Still to come is technology that will allow landlords and renters to remotely set apartment locks to open on a predetermined schedule using a code to admit people for appliance repair and other services, Wakeman said.

“Residents can issue temporary codes to their guests, house cleaner, their dog walker — all of that,” he said.

Self-Guided Property Tours

The same technology would allow property owners to remotely admit prospective renters to tour apartments without having someone else looking over their shoulders giving them a sales pitch.

“They want to go look at it, stand in it and not have the property agent looking on. They want to do it themselves,” Wakeham said. “They don’t want to be pitched.”

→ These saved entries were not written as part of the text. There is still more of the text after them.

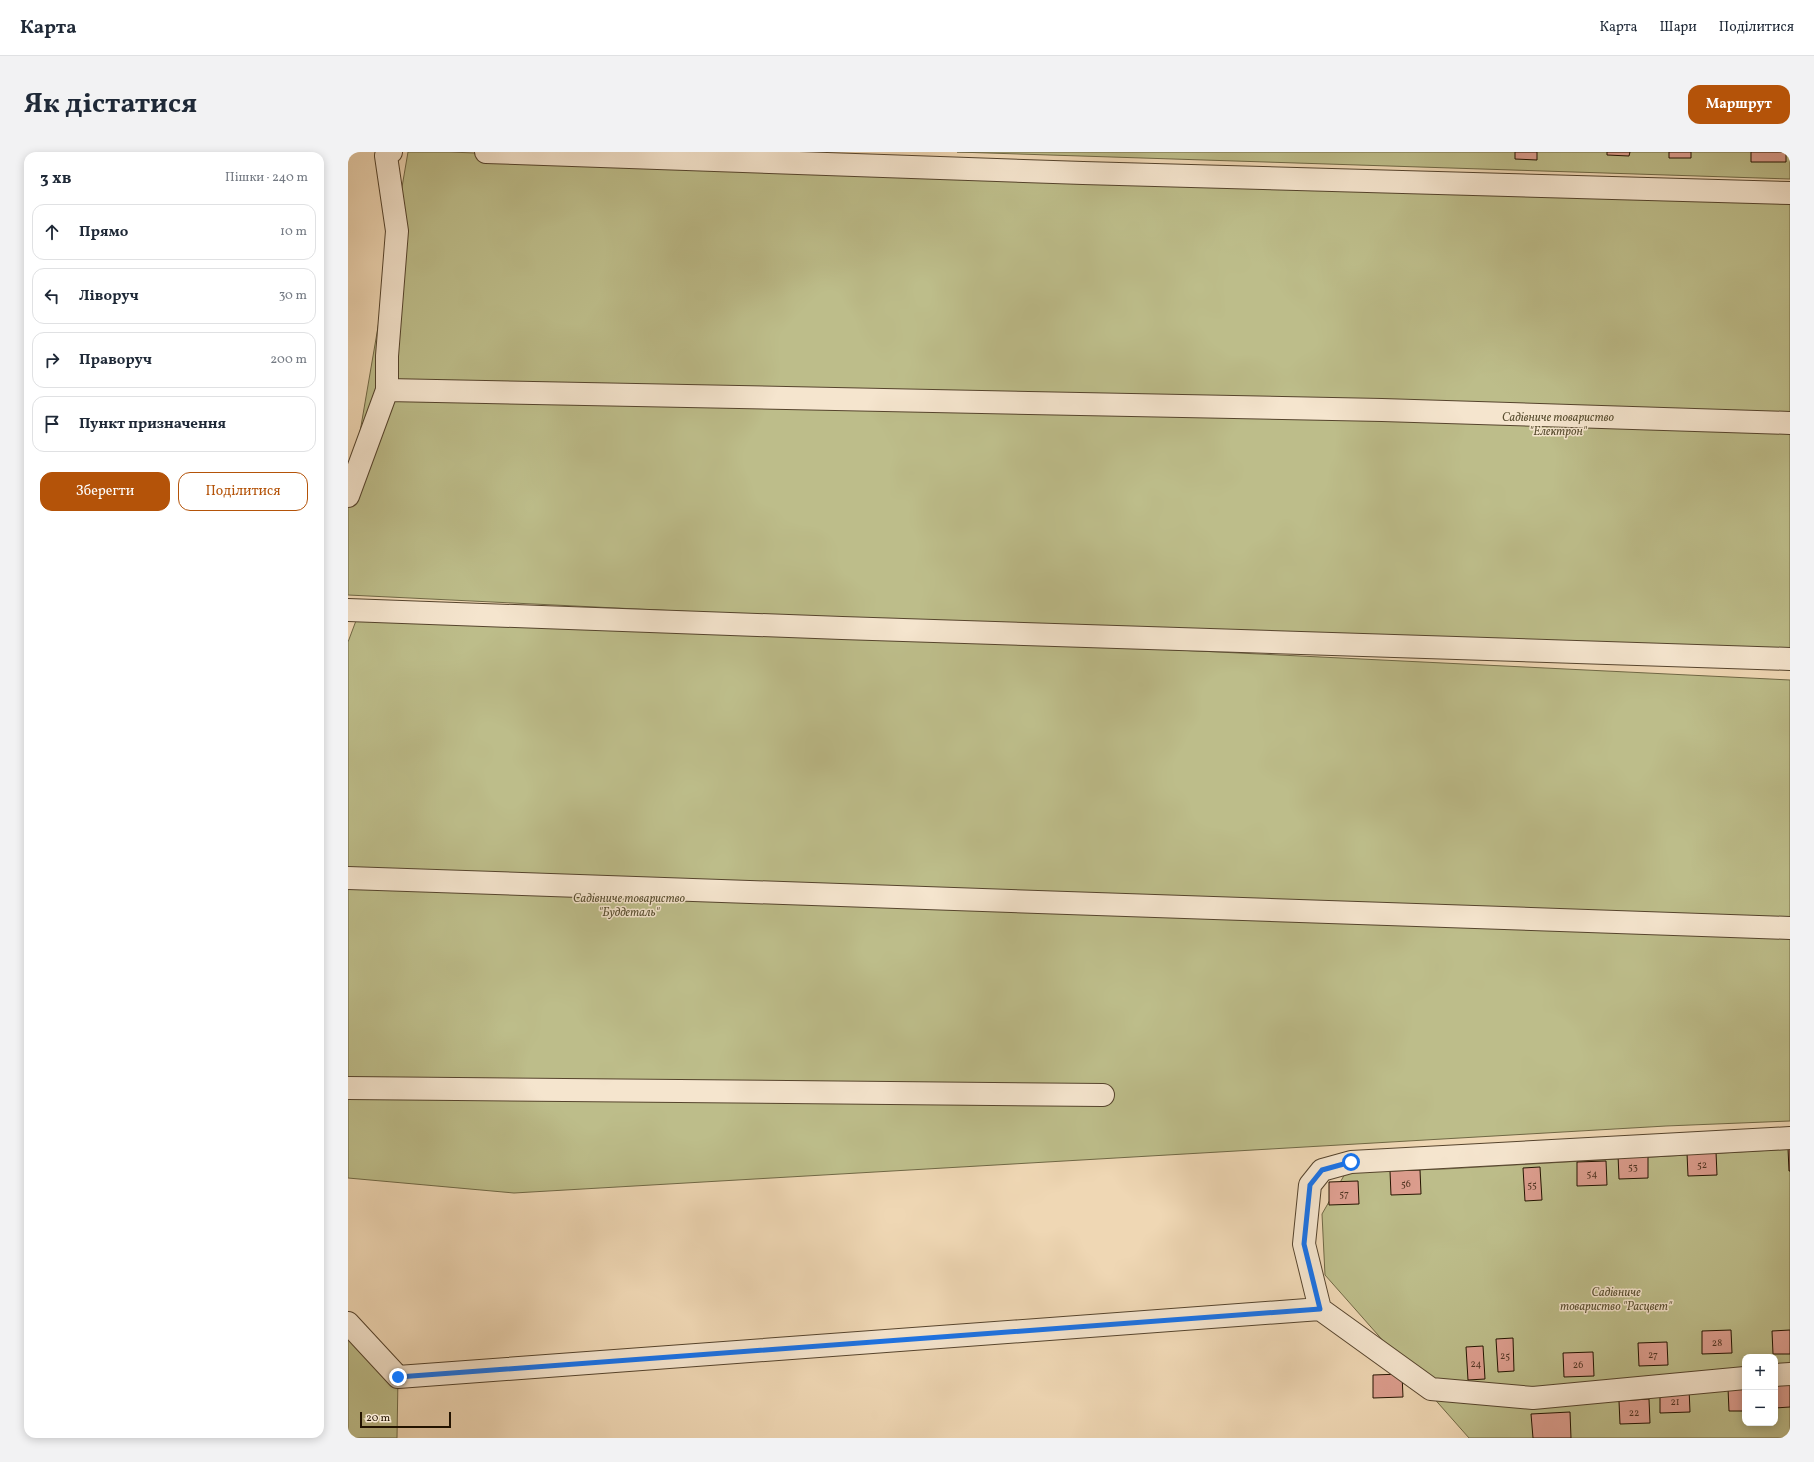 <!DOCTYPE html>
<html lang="uk">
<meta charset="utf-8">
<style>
:root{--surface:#fff;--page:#f2f2f3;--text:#1f2937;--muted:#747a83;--line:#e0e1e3;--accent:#b45309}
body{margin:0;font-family:Vollkorn,serif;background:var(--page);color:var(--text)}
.controls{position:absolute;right:12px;bottom:12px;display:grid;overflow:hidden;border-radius:8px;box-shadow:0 2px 10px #0003}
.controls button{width:36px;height:36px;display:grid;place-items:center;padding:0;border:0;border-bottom:1px solid var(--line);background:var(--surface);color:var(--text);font:20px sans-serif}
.scale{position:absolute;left:12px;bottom:10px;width:91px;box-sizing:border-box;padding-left:4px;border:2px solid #231300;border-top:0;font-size:11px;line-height:14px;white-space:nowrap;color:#231300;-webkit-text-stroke:3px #f5e5ce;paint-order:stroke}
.stop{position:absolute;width:12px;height:12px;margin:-9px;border:3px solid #1a73e8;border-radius:50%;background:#fff}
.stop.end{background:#1a73e8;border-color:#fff;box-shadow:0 1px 4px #0008}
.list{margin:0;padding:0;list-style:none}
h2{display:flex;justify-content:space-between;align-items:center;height:52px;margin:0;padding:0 16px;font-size:17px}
h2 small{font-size:13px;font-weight:400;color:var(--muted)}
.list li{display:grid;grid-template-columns:26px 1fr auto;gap:12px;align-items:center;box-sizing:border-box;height:56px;margin:0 8px 8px;padding:0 8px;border:1px solid var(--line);border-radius:12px}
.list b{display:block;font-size:15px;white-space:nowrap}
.list em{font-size:13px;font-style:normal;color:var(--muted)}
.actions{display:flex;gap:8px;padding:12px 16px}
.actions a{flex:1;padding:9px 0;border:1px solid var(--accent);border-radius:12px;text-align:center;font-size:14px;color:var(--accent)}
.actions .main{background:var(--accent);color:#fff}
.icon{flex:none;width:22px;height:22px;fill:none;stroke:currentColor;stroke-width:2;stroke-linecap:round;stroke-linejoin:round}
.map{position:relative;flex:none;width:1442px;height:1286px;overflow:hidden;border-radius:12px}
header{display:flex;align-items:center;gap:24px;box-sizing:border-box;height:56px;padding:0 20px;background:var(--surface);border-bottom:1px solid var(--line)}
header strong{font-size:19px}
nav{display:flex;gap:22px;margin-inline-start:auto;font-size:14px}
.intro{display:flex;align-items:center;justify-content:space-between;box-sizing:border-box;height:96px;padding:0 24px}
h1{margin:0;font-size:28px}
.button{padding:10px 18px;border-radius:12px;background:var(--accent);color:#fff;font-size:14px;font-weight:700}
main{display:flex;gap:24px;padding:0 24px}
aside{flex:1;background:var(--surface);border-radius:12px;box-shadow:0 2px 10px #0003}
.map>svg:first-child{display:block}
.green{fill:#bdbd8a;stroke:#706845;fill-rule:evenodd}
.building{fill:#dd9e8f;stroke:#231300}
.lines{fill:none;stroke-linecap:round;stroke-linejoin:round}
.minor-casing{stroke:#56442d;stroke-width:24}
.minor{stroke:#f5e5ce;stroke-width:22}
.route{stroke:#1a73e8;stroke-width:5}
.labels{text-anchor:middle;stroke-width:3;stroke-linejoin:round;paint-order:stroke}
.number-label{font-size:10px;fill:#523624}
.park-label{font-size:12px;font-style:italic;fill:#594e30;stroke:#f5e5ce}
</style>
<header>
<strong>Карта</strong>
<nav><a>Карта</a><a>Шари</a><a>Поділитися</a></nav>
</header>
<div class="intro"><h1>Як дістатися</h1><a class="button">Маршрут</a></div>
<main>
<aside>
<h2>3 хв<small>Пішки · 240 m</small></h2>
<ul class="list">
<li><svg class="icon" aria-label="ahead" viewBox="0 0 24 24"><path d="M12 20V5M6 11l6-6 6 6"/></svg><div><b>Прямо</b></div><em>10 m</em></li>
<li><svg class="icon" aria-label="left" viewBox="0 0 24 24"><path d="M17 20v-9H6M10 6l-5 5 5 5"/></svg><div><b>Ліворуч</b></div><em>30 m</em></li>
<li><svg class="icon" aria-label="right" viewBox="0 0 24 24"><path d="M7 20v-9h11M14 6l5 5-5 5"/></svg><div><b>Праворуч</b></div><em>200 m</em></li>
<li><svg class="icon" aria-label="arrive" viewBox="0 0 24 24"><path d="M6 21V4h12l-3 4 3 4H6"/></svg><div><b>Пункт призначення</b></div></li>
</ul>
<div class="actions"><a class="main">Зберегти</a><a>Поділитися</a></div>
</aside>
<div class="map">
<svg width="1442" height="1286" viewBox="0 0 1442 1286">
<rect width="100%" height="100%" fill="#efd7b4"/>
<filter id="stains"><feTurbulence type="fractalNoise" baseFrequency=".005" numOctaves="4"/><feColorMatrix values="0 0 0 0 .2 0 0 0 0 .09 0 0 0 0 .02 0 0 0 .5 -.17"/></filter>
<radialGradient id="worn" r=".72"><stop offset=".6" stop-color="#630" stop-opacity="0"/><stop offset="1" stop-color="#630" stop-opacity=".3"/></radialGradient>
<!-- green -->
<path class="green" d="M60 0H101L1442 51V513L0 443V350Z
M609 0H1442V27Z
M12 458 1442 528V969L1318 974 166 1041 0 1026V490Z
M1442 997V1286H1121L977 1123 974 1062 998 1020 1097 1017ZM1397 1205H1427V1271H1397Z
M0 1186 50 1225 49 1286H0Z"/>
<!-- building -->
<path class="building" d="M1167 0H1189V8L1167 7Z
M1259 0H1282L1281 4 1259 3Z
M1321 0H1343V6H1321Z
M1403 0H1438V10H1403Z
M1440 996H1442V1019H1441Z
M1368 1000 1369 1023 1340 1024 1339 1001Z
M1300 1002V1026L1271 1027 1270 1003Z
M1258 1009 1259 1033 1229 1034V1010Z
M1192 1015 1194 1048 1177 1049 1175 1016Z
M1072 1018 1073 1042 1043 1043 1042 1019Z
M1010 1029 1011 1052 981 1053V1030Z
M1383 1178 1384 1201 1354 1202V1179Z
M1442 1178V1202H1425L1424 1179Z
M1165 1186 1166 1219 1150 1220 1148 1187Z
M1319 1190 1320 1213 1291 1214 1290 1191Z
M1135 1194 1137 1227 1120 1228 1118 1195Z
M1245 1200 1246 1224 1216 1225 1215 1201Z
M1054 1222 1055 1245 1025 1246V1223Z
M1442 1232V1255L1427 1256V1233Z
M1397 1235V1259H1381L1380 1236Z
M1341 1236 1342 1260 1312 1261V1237Z
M1301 1247 1302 1271 1272 1272 1271 1249Z
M1222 1260 1223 1286H1185L1183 1262Z"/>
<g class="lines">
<defs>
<path id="minor" d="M138 0 735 21 1442 41
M39 238V204L49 79 38 4 43 0
M0 344 39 238 1034 258 1442 271
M0 458 494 476 1442 507
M0 726 1442 776
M0 936 755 943
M972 1157 1083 1237 1185 1246 1397 1226
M0 1171 50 1225 972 1157 956 1092 962 1033 974 1018 1003 1010 1442 986
M1427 1223 1442 1222"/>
</defs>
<!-- minor casing -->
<use href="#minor" class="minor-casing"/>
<!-- minor -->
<use href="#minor" class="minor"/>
</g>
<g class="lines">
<!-- route -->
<path class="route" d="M50 1225 972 1157 956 1092 962 1033 974 1018 1003 1010"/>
</g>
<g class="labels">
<!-- number labels -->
<g class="number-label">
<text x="1354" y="1016">52</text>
<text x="1285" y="1018">53</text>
<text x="1244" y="1025">54</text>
<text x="1058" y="1035">56</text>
<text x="1184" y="1036">55</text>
<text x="996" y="1045">57</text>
<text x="1369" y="1194">28</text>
<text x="1305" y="1206">27</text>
<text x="1157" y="1207">25</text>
<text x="1128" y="1215">24</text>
<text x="1230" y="1216">26</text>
<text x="1327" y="1253">21</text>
<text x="1286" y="1264">22</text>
</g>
<!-- park labels -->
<g class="park-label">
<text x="1210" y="269">Садівниче товариство<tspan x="1210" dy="14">"Електрон"</tspan></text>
<text x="281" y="750">Садівниче товариство<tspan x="281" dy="14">"Буддеталь"</tspan></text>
<text x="1268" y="1144">Садівниче<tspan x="1268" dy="14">товариство "Расцвет"</tspan></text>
</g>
</g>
<rect width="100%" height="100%" filter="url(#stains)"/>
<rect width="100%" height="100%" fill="url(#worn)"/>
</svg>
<div class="controls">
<button>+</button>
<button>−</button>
</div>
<div class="scale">20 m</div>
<div class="stop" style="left:1003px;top:1010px"></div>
<div class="stop end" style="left:50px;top:1225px"></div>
</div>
</main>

Preliminary data shows that people are twice as likely to rent an apartment they’ve explored on their own as they are an apartment they’ve been shown by an owner or manager, Wakeham said.

Landlords also like the idea of self-guided apartment tours because it cuts their management costs, he said.

“It reduces their service costs,” Wakeham said. “The promise of being able to self-show apartments is of great interest.”

Worth the Cost

Smart technology can add $15 to $25 to monthly rental fees, Wakeham said, but he said renters are willing to pay more for the smart home services.

“Residents are more than willing to pay a rent premium to get access to those technologies,” Wakeham said. “We are seeing increasing demand.”

Formed in 2003, PayLease is headquartered in Sorrento Valley with offices in Chicago, according to its website.

“We started as an online payment company,” Wakeman said. Over time, the company added utility billing and gradually expanded its services.

Tech Solutions

“We essentially provide a tech solution for rental real estate,” Wakeham said.

The company has two primary products — Engage, which it describes as “a mobile-first engagement platform that allows residents to pay rent and utilities, submit work orders, communicate with staff, access third-party resident services” and Smart, which it says “provides a one-stop-shop for smart apartment setup and ongoing management.”

With that program, “smart home devices are integrated into a custom-branded mobile app” that is controlled from a smartphone or desktop computer.

The company has grown to have about 290 employees, serves more than 4,500 property management companies with 12.5 million apartments.

In 2019, the company “is approaching $100 million in revenue,” Wakeham said.

PayLease in May acquired Zego, a real estate software firm that provides smartphone apps.

In November, PayLease expanded a partnership it’s had with MRI Software based in Cleveland.

“Renters want to be connected and managers want to drive NOI (net operating income), so our goal is to make these technologies more accessible,” Wakeham said.